The U.S. Navy has sent up P-3 Orion surveillance aircraft and has video footage of the scene.
One senior Pentagon official, speaking on grounds of anonymity because of the sensitivity of the situation, described the incident now as a "somewhat of a standoff."
Though officials declined to say how close the Bainbridge is to the site, one official said of the pirates: "They can see it with their eyes." He spoke on condition of anonymity due to the sensitivity of talking about a military operation in progress.
The Bainbridge was among several U.S. ships that had been patrolling in the region when the 17,000-ton U.S.-flagged cargo ship and its 20 crew were captured Wednesday.
Phillips' family was gathered at his Vermont farmhouse, anxiously watching news reports and taking telephone calls from the U.S. State Department to learn if he would be freed.

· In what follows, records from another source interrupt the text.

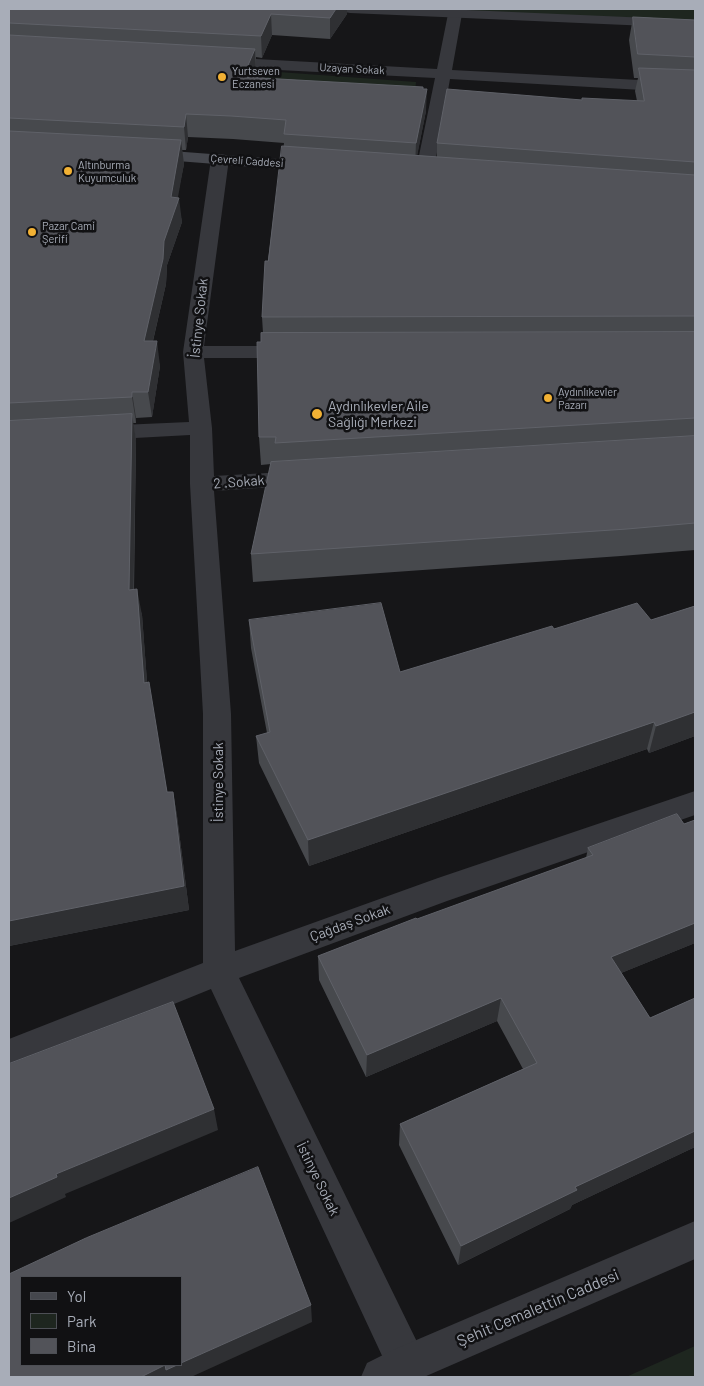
<!DOCTYPE html>
<meta charset="utf-8">
<style>
body{margin:0}
#map{position:relative;width:704px;height:1386px;overflow:hidden;background:#161618;font-family:Barlow,sans-serif}
canvas{display:block}
.frame{position:absolute;inset:0;border:10px solid #a8adb8;pointer-events:none}
.legend{position:absolute;left:20px;top:1276px;width:162px;height:90px;box-sizing:border-box;background:#111113;border:1px solid #4d4f55;margin:0;padding:6px 9px;list-style:none;font-size:15px;color:#a8adb8}
.legend li{display:flex;align-items:center;gap:10px;height:25px}
.legend b{width:25px;border:1px solid #4d4f55}
</style>
<div id="map">
<canvas width="704" height="1386"></canvas>
<div class="frame"></div>
<ul class="legend">
<li><b style="height:6px;background:#45474d"></b>Yol</li>
<li><b style="height:14px;background:#1e261f"></b>Park</li>
<li><b style="height:14px;background:#525359"></b>Bina</li>
</ul>
</div>
<script>
const context = document.querySelector('canvas').getContext('2d');
context.lineJoin = 'round';
function fillPath(path, color) { context.fillStyle = color; context.fill(path, 'evenodd'); }
function strokePath(path, color, width, dash) { context.strokeStyle = color; context.lineWidth = width; context.lineCap = dash ? 'butt' : 'round'; context.setLineDash(dash || []); context.stroke(path); }
function write(font, color, halo, rows, align = 'center') {
  context.font = font + ' Barlow,sans-serif'; context.lineWidth = 5; context.setLineDash([]); context.textBaseline = 'middle'; context.strokeStyle = halo; context.fillStyle = color; for (const [text, x, y, turn = 0] of rows) {
    context.save(); context.translate(x, y); context.rotate((+turn || 0) * Math.PI / 180); context.textAlign = isNaN(turn) ? turn : align; if (halo) context.strokeText(text, 0, 0); context.fillText(text, 0, 0); context.restore();
  }
}
fillPath(new Path2D(`
 M350,9H695V24Z
 M265,71L416,82L414,105L261,95Z
 M695,1346V1377H626Z`), '#1e261f');
fillPath(new Path2D(`
 M455,10L460,11L462,14L452,70L695,83V93L450,79L433,175L430,179L424,180L418,179L415,175L435,78L220,67L215,65L212,62L215,59L220,57L437,69L448,14L450,11Z
 M220,154L226,155L229,159L204,346H294L301,348L304,352L301,356L294,358H204L212,428L214,476L303,471L311,473L315,478L311,483L303,485L214,491L231,714L235,951L438,878L695,791V815L447,901L239,978L421,1350L427,1364L422,1377H392L211,989L9,1071V1039L203,963V714L190,484V435L98,440L90,438L87,433L90,428L98,426L189,422L183,352L211,159L214,155Z`), '#37383d');
fillPath(new Path2D(`
 M343,9H444L695,20V28L350,13L345,12Z
 M695,1221V1259L424,1377H361L367,1363L393,1350Z`), '#37383d');
fillPath(new Path2D(`
 M145,149L317,162L323,163L326,167L323,171L317,172L139,158L136,154L139,150Z`), '#45474d');
fillPath(new Path2D(`
 M9,9L347,14L330,39L272,35L262,58L256,57V71L254,77L423,89L426,111L417,155L437,157V143L582,100L637,101L635,91L638,78H634L629,40L633,17L695,20V550L621,556L253,582L251,554L271,464L261,465L259,437L261,342L263,333L262,317L268,261L284,143L233,139L188,137L186,150H182L184,164L177,198L182,222L167,265L166,284L153,341L160,366L152,417L136,418V423H133L136,440L134,590L142,615L147,682L167,792H173L177,816L189,910L9,946Z
 M695,606V736L649,753L647,749L309,866L259,763L256,736L267,733L251,648L249,620L400,672L554,629L651,620Z
 M695,820V943L621,973L650,1018L695,998V1147L572,1205L570,1209L458,1265L399,1145L400,1124L523,1069L497,1021L366,1077L319,980L318,956L586,858L588,848L684,824Z`), '#47494d');
fillPath(new Path2D(`
 M336,9H347V14L330,39V18Z
 M271,14L272,35L262,58L261,36Z
 M255,49L256,71L244,99L243,77Z
 M427,89L426,111L415,167L416,143Z
 M186,114L188,137L186,150L184,127Z
 M181,140L184,164L176,208L179,198L182,222L167,265L166,284L147,366L144,341L164,241L171,197Z
 M157,341L160,366L152,417L148,392Z
 M132,392L136,418V423L132,397Z
 M132,414L136,440L133,616L129,590Z
 M137,589L142,615L149,708L144,683Z
 M695,712V736L649,753L656,726Z
 M654,722L647,749L309,866L308,840Z
 M173,792L177,816L189,910L9,946V921Z
 M695,923V943L604,980L611,957Z
 M501,998L497,1021L366,1077L367,1055Z
 M214,1109L218,1130L65,1194L66,1197L9,1223V1198L56,1174Z
 M695,1131V1147L572,1205L570,1209L458,1265L461,1246L575,1187Z
 M311,1305L312,1322L191,1377H141L165,1365H181V1363Z`), '#2f3033');
const building = new Path2D(`
 M9,9H336L330,18L271,14L261,36L9,23Z
 M633,17L695,20V57L638,54Z
 M9,35L255,49L243,77L423,87V89H427L416,143L284,134L286,120L231,116L186,114L184,127L9,118Z
 M639,68L695,70V162L437,143L447,89L582,100V98L644,101Z
 M9,131L181,140L171,197L179,198L164,241L163,259L144,341H157L148,392H132V397L9,403Z
 M282,146L695,175V316L262,317L265,261H268Z
 M695,332V418L275,443L276,437H259L257,342H261V333Z
 M132,414L129,590L137,589L144,683L149,682L167,792H173L184,886L9,921V421Z
 M695,436V523L627,529L251,554L271,462Z
 M381,603L400,672L552,626L554,629L637,603L651,620L695,606V712L656,726L654,722L308,840L256,736L270,732L249,620Z
 M677,814L684,824L695,820V923L611,957L650,1018L695,998V1131L575,1187L577,1190L461,1246L400,1124L537,1063L501,998L367,1055L318,956L416,918L417,919L593,855L588,848Z
 M173,1002L214,1109L56,1174L57,1177L9,1198V1064Z
 M258,1167L311,1305L181,1363V1277H21V1365H177L166,1370L165,1365L141,1377H9V1274L86,1238Z`);
fillPath(building, '#525359');
strokePath(building, '#5f6168', 1);
for (const [x, y, r, color] of [
 [222,77,5,"#f2b134"],
 [68,171,5,"#f2b134"],
 [32,232,5,"#f2b134"],
 [548,398,5,"#f2b134"],
 [317,414,6,"#f2b134"]
]) { const dot = new Path2D(); dot.arc(x, y, r, 0, 2 * Math.PI); context.fillStyle = color; context.fill(dot); strokePath(dot, '#111113', 2); }
write('11px', '#a8adb8', '#111113', [
 ["Uzayan Sokak",352,69,3],
 ["Çevreli Caddesi",247,161,4]
]);
write('11px', '#a8adb8', '#111113', [
 ["Yurtseven",232,71],
 ["Eczanesi",232,84],
 ["Altınburma",78,165],
 ["Kuyumculuk",78,178],
 ["Pazar Cami",42,226],
 ["Şerifi",42,239],
 ["Aydınlıkevler",558,392],
 ["Pazarı",558,405]
], 'left');
write('14px', '#a8adb8', '#111113', [
 ["İstinye Sokak",199,318,-84],
 ["2 .Sokak",239,482,-4],
 ["İstinye Sokak",218,782,-90],
 ["Çağdaş Sokak",350,923,-20],
 ["İstinye Sokak",318,1179,64]
]);
write('14px', '#a8adb8', '#111113', [
 ["Aydınlıkevler Aile",328,406],
 ["Sağlığı Merkezi",328,422]
], 'left');
write('16px', '#a8adb8', '#111113', [
 ["Şehit Cemalettin Caddesi",538,1308,-23]
]);
</script>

"We are on pins and needles," said Gina Coggio, 29, half-sister of Phillips' wife, Andrea, as she stood on the porch of his one-story house Wednesday in a light snow. "I know the crew has been in touch with their own family members, and we're hoping we'll hear from Richard soon."
Phillips surrendered himself to the pirates to secure the safety of the crew, Coggio said.

"What I understand is that he offered himself as the hostage," she said. "That is what he would do. It's just who he is and his response as a captain."

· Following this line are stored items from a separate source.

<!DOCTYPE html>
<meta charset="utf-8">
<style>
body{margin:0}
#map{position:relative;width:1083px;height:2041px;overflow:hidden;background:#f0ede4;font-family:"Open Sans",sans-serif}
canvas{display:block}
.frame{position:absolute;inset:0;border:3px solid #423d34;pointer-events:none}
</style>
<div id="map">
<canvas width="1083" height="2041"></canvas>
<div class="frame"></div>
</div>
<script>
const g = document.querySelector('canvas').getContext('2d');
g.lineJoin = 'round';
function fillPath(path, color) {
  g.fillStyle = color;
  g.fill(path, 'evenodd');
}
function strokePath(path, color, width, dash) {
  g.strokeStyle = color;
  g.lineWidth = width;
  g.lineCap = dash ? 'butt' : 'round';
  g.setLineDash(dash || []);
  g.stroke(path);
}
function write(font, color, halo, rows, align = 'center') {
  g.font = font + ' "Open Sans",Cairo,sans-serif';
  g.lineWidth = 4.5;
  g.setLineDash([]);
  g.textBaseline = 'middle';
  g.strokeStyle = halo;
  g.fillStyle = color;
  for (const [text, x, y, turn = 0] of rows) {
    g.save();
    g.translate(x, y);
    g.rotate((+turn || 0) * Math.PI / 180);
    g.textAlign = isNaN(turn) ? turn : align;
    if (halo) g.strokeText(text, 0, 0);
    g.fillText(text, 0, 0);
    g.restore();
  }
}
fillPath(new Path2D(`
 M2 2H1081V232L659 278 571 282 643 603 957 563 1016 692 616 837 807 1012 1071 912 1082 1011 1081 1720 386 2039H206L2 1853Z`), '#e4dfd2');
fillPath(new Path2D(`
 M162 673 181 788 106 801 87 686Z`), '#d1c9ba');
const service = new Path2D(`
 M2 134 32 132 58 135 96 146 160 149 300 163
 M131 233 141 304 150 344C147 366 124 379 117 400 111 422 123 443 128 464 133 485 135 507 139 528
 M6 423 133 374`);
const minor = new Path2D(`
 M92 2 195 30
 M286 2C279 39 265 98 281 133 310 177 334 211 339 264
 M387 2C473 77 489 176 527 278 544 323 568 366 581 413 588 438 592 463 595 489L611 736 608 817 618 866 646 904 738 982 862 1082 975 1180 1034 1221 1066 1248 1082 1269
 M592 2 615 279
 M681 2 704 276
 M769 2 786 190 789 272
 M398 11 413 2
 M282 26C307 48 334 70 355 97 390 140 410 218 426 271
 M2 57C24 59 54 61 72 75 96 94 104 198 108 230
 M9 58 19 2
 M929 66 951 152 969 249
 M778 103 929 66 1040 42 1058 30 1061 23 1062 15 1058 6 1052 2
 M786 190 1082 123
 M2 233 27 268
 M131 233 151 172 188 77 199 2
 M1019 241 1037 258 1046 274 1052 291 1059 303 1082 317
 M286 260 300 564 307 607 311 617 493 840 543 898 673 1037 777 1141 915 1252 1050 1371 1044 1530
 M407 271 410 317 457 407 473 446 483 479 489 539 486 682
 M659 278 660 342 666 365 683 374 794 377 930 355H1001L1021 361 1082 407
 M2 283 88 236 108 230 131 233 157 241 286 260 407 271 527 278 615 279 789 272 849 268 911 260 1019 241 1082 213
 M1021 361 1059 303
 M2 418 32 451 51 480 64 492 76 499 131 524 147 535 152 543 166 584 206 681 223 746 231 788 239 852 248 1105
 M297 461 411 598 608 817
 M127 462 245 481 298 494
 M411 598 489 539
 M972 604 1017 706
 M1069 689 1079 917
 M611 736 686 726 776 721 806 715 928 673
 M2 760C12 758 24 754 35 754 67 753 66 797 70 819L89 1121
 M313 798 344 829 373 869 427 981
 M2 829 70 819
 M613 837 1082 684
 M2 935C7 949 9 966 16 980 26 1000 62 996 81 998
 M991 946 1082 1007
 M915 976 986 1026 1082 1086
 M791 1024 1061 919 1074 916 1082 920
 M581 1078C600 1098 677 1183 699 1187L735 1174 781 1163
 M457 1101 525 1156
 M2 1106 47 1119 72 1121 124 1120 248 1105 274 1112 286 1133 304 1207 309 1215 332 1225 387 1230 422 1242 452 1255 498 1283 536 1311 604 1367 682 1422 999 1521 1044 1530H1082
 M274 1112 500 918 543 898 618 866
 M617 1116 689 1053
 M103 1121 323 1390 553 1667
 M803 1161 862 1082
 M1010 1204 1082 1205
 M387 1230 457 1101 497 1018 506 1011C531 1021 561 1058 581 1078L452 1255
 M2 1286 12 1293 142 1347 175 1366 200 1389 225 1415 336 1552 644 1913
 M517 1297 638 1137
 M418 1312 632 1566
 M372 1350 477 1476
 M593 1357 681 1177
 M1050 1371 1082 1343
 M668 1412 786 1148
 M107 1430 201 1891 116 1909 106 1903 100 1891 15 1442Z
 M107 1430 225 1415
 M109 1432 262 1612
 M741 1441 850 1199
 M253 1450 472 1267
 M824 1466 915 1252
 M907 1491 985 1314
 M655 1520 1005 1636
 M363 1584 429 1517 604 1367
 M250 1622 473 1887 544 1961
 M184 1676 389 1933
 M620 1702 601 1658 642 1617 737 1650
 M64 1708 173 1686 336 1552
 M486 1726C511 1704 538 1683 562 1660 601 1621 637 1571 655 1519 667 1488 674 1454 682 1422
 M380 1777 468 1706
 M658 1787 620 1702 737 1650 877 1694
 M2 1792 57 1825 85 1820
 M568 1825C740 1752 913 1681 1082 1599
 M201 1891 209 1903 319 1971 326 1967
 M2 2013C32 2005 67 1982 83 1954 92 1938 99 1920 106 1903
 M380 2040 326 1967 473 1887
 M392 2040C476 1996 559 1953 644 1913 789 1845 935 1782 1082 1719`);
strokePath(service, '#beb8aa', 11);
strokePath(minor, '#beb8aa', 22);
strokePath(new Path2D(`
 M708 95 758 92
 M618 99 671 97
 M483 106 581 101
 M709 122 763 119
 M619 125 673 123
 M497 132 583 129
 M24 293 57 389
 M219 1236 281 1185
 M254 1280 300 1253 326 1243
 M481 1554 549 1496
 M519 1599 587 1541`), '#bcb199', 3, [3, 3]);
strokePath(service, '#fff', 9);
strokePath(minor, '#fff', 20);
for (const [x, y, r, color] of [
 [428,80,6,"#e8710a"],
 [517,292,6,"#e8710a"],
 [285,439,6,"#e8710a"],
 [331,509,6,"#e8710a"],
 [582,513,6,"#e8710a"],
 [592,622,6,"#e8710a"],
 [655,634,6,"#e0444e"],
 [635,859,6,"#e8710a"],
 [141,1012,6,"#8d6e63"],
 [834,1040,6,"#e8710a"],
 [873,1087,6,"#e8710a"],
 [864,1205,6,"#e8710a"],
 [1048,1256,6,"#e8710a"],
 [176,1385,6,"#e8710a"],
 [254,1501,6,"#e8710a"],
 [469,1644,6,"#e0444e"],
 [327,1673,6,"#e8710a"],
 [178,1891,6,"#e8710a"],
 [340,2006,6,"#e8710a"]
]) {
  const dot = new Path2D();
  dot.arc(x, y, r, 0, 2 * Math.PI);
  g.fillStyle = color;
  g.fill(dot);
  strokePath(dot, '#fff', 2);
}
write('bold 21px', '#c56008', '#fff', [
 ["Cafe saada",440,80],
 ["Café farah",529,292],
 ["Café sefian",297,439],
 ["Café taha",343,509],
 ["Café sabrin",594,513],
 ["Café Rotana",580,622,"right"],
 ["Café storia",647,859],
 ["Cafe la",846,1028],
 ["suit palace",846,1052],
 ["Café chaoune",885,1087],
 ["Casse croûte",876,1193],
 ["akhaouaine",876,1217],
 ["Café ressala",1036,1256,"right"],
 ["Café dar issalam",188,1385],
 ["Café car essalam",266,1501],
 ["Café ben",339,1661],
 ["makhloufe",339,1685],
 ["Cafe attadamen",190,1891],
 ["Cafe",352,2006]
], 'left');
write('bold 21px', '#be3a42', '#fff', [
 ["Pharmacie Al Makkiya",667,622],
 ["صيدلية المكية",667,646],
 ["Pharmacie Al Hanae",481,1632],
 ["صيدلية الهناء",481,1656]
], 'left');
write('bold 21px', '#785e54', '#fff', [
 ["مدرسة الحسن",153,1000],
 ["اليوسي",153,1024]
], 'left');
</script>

Coggio said she believed there were negotiations under way, although she didn't specify between whom.

With one warship nearby and more on the way, piracy expert Roger Middleton from London-based think tank Chatham House said the pirates were facing difficult choices.

"The pirates are in a very, very tight corner," Middleton said. "They've got only one guy, they've got nowhere to hide him, they've got no way to defend themselves effectively against the military who are on the way and they are hundreds of miles from Somalia."

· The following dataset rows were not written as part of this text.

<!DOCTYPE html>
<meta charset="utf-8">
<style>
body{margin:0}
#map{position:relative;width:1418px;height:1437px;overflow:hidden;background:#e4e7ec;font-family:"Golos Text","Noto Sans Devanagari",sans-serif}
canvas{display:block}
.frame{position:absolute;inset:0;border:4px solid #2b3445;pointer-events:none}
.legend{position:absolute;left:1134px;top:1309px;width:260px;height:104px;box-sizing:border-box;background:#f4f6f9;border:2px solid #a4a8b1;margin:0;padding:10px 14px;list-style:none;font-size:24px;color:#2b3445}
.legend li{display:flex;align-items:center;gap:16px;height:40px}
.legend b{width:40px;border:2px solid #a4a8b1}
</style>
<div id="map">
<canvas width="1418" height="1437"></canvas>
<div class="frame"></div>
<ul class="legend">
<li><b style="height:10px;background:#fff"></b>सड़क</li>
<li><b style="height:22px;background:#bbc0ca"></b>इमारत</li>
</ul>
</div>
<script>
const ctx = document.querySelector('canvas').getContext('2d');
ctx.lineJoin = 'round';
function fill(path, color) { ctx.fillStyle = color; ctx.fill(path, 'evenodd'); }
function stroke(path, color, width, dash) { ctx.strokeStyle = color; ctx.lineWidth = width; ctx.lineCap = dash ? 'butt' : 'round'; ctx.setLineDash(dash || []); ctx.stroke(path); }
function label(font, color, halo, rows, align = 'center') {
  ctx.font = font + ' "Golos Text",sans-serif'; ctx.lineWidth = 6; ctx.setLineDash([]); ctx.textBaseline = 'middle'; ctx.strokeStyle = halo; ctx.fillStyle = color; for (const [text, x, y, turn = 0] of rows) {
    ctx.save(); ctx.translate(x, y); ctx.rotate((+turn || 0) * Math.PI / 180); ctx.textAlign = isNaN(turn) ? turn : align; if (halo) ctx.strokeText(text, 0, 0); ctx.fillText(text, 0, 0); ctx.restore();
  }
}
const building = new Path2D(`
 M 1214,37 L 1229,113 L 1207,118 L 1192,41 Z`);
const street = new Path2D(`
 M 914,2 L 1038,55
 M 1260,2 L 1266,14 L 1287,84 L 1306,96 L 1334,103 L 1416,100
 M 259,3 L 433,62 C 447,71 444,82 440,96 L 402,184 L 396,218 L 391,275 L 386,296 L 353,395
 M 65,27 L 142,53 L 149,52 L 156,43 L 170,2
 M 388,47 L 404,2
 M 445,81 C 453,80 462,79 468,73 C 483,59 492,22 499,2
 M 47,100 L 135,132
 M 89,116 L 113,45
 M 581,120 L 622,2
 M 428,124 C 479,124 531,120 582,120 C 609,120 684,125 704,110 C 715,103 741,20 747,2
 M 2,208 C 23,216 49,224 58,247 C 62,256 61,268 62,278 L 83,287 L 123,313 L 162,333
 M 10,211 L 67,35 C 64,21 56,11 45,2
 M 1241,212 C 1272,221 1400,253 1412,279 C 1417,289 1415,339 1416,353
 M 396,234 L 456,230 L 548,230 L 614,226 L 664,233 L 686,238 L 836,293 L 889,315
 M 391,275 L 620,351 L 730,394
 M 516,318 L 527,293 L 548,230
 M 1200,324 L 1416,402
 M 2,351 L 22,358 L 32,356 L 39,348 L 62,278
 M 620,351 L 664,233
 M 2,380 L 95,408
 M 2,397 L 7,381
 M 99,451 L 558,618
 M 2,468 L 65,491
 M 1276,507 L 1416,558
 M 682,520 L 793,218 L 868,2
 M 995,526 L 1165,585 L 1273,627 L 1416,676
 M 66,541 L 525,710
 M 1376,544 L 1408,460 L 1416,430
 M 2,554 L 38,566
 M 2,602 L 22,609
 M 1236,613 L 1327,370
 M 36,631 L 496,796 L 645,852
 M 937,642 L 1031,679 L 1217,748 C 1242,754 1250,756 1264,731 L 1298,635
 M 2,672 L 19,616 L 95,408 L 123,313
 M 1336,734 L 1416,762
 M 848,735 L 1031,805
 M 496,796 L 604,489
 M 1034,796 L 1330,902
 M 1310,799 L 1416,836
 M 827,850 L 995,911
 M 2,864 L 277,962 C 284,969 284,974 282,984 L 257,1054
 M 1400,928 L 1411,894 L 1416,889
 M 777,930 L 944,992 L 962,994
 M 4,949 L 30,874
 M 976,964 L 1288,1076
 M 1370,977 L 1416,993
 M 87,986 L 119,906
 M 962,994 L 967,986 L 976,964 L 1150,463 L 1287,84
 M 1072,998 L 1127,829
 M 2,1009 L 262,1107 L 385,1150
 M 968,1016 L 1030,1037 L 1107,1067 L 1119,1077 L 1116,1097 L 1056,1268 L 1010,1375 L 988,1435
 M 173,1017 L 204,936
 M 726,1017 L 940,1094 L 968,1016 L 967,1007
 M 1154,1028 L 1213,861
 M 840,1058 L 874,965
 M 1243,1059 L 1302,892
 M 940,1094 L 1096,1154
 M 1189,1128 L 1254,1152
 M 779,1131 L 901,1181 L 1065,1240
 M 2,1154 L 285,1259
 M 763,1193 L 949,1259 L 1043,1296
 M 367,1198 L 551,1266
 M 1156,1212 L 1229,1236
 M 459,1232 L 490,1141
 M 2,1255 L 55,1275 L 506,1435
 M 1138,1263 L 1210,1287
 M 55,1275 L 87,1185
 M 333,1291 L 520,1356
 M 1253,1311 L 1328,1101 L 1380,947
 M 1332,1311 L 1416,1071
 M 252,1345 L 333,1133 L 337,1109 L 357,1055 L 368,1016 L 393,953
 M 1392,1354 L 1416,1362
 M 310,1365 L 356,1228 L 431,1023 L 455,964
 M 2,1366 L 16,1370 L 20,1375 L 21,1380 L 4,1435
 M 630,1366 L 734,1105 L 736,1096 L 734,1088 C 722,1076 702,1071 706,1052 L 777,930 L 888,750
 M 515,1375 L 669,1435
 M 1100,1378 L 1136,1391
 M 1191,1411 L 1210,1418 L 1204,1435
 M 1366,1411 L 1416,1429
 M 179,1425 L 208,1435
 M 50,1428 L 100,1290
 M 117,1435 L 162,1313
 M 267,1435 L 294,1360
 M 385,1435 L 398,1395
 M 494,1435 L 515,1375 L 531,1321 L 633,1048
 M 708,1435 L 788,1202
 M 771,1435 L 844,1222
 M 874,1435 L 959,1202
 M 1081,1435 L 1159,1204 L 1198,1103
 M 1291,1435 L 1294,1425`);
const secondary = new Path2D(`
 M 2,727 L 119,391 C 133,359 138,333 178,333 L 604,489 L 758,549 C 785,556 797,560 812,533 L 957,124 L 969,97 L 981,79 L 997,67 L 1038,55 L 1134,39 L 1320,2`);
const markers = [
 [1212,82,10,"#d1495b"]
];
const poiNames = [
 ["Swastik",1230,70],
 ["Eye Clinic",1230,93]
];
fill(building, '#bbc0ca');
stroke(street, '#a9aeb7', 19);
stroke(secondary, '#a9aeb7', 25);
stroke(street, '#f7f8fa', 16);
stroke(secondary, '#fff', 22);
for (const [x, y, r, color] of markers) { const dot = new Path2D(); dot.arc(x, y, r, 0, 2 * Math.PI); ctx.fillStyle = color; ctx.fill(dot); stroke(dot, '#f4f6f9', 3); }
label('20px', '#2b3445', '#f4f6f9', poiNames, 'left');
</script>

The pirates would probably try to get to a mothership, he said, one of the larger vessels that tow the pirates' speedboats out to sea and resupply them as they lie in wait for prey. But they also would be aware that if they try to take Phillips to Somalia, they might be intercepted. And if they hand him over, they would almost certainly be arrested.

Other analysts say the U.S. will be reluctant to use force as long as one of its citizens remains hostage. French commandos, for example, have mounted two military operations against pirates once the ransom had been paid and its citizens were safe.

The Maersk Alabama, en route to neighboring Kenya and loaded with relief aid, was attacked about 380 miles (610 kilometers) east of the Somali capital of Mogadishu. It was the sixth vessel seized in a week.

Many of the pirates have shifted their operations down the Somali coastline from the Gulf of Aden to escape naval warship patrols, which had some success in preventing attacks last year.
International attention focused on Somali pirates last year after the audacious hijackings of an arms shipment and a Saudi oil supertanker. Currently warships from more than a dozen nations are patrolling off the Somali coast but analysts say the multimillion-dollar ransoms paid out by companies ensure piracy in war-ravaged, impoverished Somalia will not disappear.

The attacks often beg the question of why ship owners do not arm their crew to fend off attacks. Much of the problem lies with the cargo. The Saudi supertanker, for example, was loaded with 2 million barrels of oil. The vapor from that cargo was highly flammable; a spark from the firing of a gun could cause an explosion.

There is also the problem of keeping the pirates off the ships — once they're on board, they will very likely fight back and people will die.

Pirates travel in open skiffs with outboard engines, working with larger ships that tow them far out to sea. They use satellite navigational and communications equipment, and have an intimate knowledge of local waters, clambering aboard commercial vessels with ladders and grappling hooks.

Any blip on an unwary ship's radar screens, alerting the crew to nearby vessels, is likely to be mistaken for fishing trawlers or any number of smaller, non-threatening ships that take to the seas every day.

It helps that the pirates' prey are usually massive, slow-moving ships. By the time anyone notices, pirates will have grappled their way onto the ship, brandishing AK-47s.